The next time period, in my opinion, when school brand tends to matter is when you’re some ~7-10 years out of business school, and success in your job function (whatever that may be) increasingly relies on your ability to sell new client work, conduct business development, create strategic partnerships, find companies to invest in / acquire, etc. … all activities for which having a broad personal and professional network and close friendships with fellow MBA alumni (who are themselves leaders at peer organizations) can make a positive difference. My assumption here is that the more competitive the school is, the more ambitious and likely to find their way to leadership roles your fellow graduates are likely to be… a broad, generalization, I know.

In between those two time windows, of course, is a long stretch of years in which your own efforts, track record of success, and ability to be promoted and take on new challenges ‘on the job’ make all the difference….

A last thought: one way to cancel some of the effects of school rank/brand is to spend a lot of time up-front researching the types of employers, organizations you’d like to work for, and, simultaneously, to think about what city/state you’d like to reside in long-term.

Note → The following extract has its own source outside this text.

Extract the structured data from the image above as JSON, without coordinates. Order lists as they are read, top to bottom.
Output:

All business programs enjoy strong relationships with local or regional champions (in addition to the major national/international employers), and that can be hugely advantageous, if you know you want to remain in a specific part of the country, post-MBA.

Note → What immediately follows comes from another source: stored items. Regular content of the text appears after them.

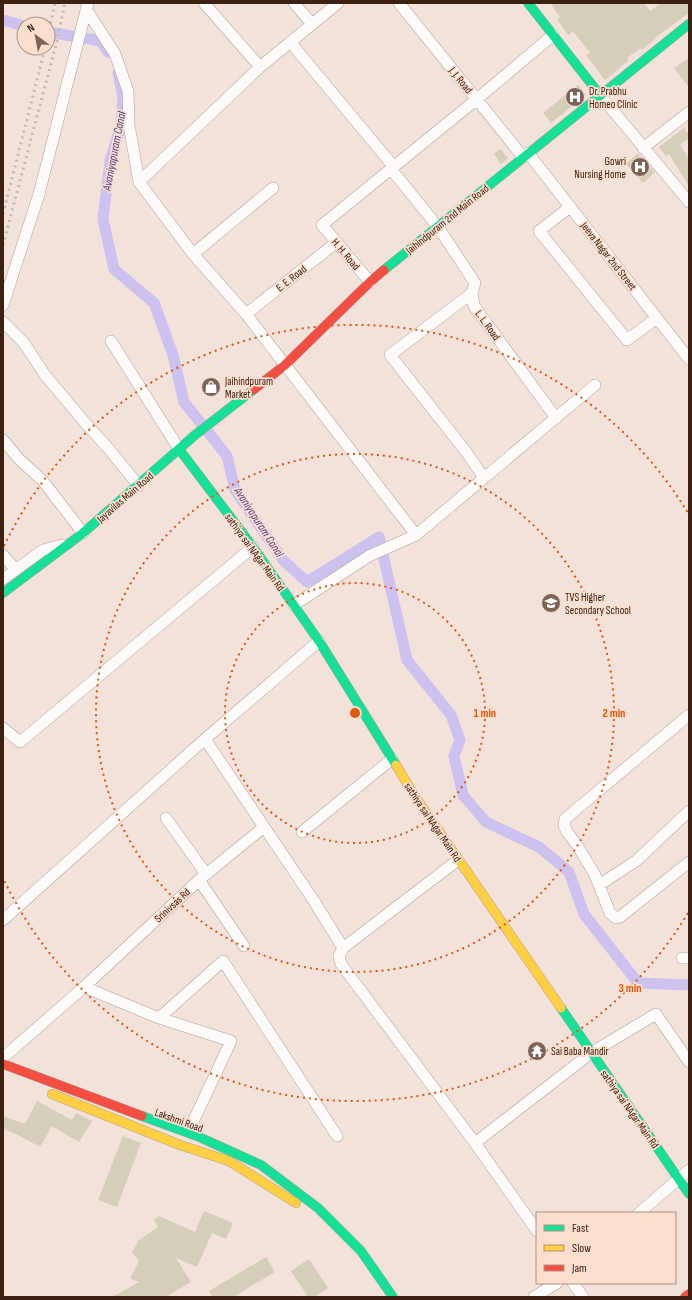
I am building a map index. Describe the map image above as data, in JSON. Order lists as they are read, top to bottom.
{
  "streets": {
    "street": [
      "J. J. Road",
      "Jaihindpuram 2nd Main Road",
      "H. H. Road",
      "Jeeva Nagar 2nd Street",
      "E. E. Road",
      "L. L. Road",
      "Jayavilas Main Road",
      "sathiya sai NAgar Main Rd",
      "Srinivsas Rd",
      "Lakshmi Road"
    ]
  },
  "crossings": [
    ["J. J. Road", "Jaihindpuram 2nd Main Road"],
    ["J. J. Road", "Jeeva Nagar 2nd Street"],
    ["Jaihindpuram 2nd Main Road", "H. H. Road"],
    ["Jaihindpuram 2nd Main Road", "Jeeva Nagar 2nd Street"],
    ["Jaihindpuram 2nd Main Road", "L. L. Road"],
    ["Jaihindpuram 2nd Main Road", "Jayavilas Main Road"],
    ["H. H. Road", "E. E. Road"],
    ["Jayavilas Main Road", "sathiya sai NAgar Main Rd"],
    ["Srinivsas Rd", "Lakshmi Road"]
  ],
  "water": ["Avaniyapuram Canal"],
  "places": {
    "hospital": ["Dr. Prabhu Homeo Clinic", "Gowri Nursing Home"],
    "shop": ["Jaihindpuram Market"],
    "school or university": ["TVS Higher Secondary School"],
    "temple": ["Sai Baba Mandir"]
  },
  "legend": ["Fast", "Slow", "Jam"],
  "north": "top left",
  "rings": ["1 min", "2 min", "3 min"]
}
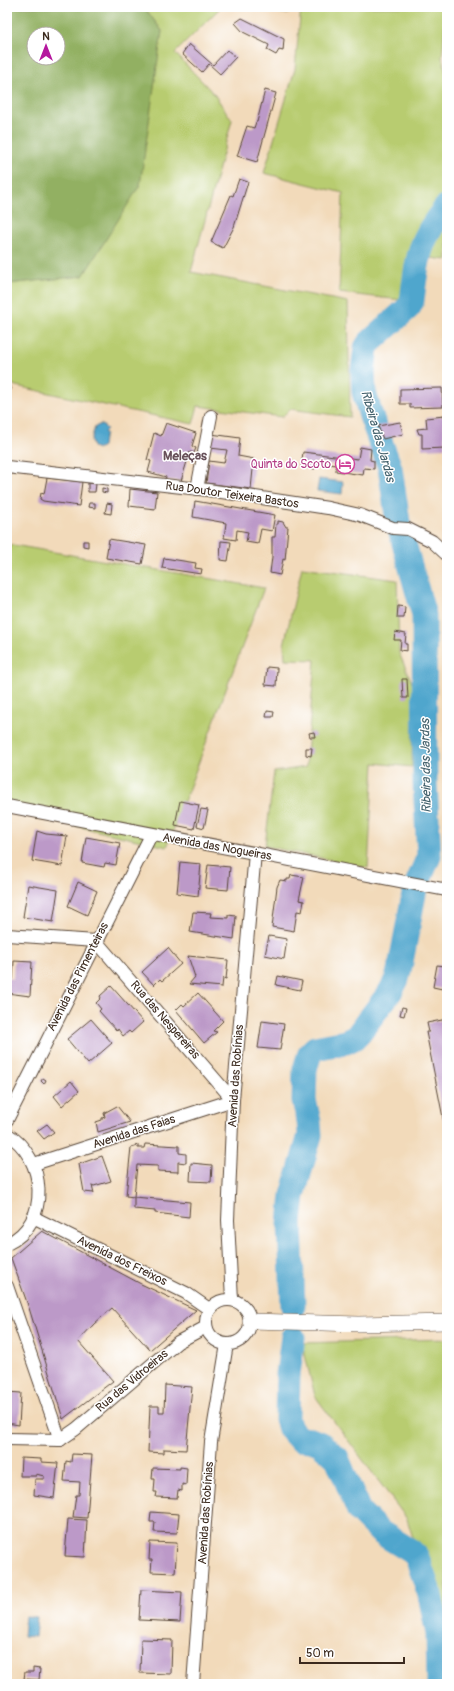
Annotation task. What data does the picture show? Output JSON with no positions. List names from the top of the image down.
{
  "streets": {
    "street": [
      "Rua Doutor Teixeira Bastos",
      "Avenida das Nogueiras",
      "Avenida das Pimenteiras",
      "Rua das Nespereiras",
      "Avenida das Robínias",
      "Avenida das Faias",
      "Avenida dos Freixos",
      "Rua das Vidroeiras"
    ]
  },
  "crossings": [
    ["Avenida das Nogueiras", "Avenida das Pimenteiras"],
    ["Avenida das Nogueiras", "Avenida das Robínias"],
    ["Avenida das Pimenteiras", "Rua das Nespereiras"],
    ["Rua das Nespereiras", "Avenida das Robínias"],
    ["Rua das Nespereiras", "Avenida das Faias"],
    ["Avenida das Robínias", "Avenida das Faias"],
    ["Avenida das Robínias", "Avenida dos Freixos"],
    ["Avenida das Robínias", "Rua das Vidroeiras"],
    ["Avenida dos Freixos", "Rua das Vidroeiras"]
  ],
  "districts": ["Meleças"],
  "water": ["Ribeira das Jardas"],
  "places": {
    "hotel": ["Quinta do Scoto"]
  },
  "scale_bar": "50 m",
  "north": "top"
}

Of course, during that long mid-career period when you’re truly ‘earning your stripes’ and building your reputation, staying in the same place (avoiding multiple moves, and the necessary process of re-building your network, etc.) can also be a smart move, and one that also mitigates alma mater brand and network differences…”

Can I develop a career out of my interest in sustainability?

First, I think all topics related to sustainability are currently experiencing a transformation from occupying a specialized niche to having a universal presence across all aspects of an organization (meaning, transitioning from having a small team of a few individuals at each company working to spearhead a few initiatives to an organization-wide mandate baked into the job description of every major role and function).

I think the types of roles you will one day pursue are less likely, therefore, to be stand-alone “jack-of-all trades sustainability expert” (that is, until you acquire the wide-ranging responsibilities of a Chief Sustainability Officer) than they are likely to be about the underlying function, product, organizational process, etc. that you are in charge of. Hence, you may find that you will first need to pursue and select a specific function (product development, or supply chain, or marketing strategy, for example) or a specific industry as a way to focus your career and domain expertise, with the added layer and possibility that you then become the sustainability expert for that function, industry.

A former student of mine at Yale SOM, who has a similar set of interests as you do, put it this way during her first week of MBA orientation: “I have to prepare myself for a job that doesn’t exist now, but will exist two years from now when I graduate.” I think that is a valid expectation for you as well, and given how dynamic and mutable the field is and concepts around sustainability are, I think it makes sense, therefore, to worry less about what that future job/role is than to focus on and choose the underlying thing that interests you … whether that’s water, transportation, or carbon finance, etc.

If my assumptions e are correct, sustainability will be such a universal part of business that you might as well start now in researching what type or organization and industry you’d like to work in, resting assured that you can make a sustainability-focused career out of it (think of it in the same way as someone who says he wants to go into “finance” … o.k., what kind of finance, for what type of company, etc.).”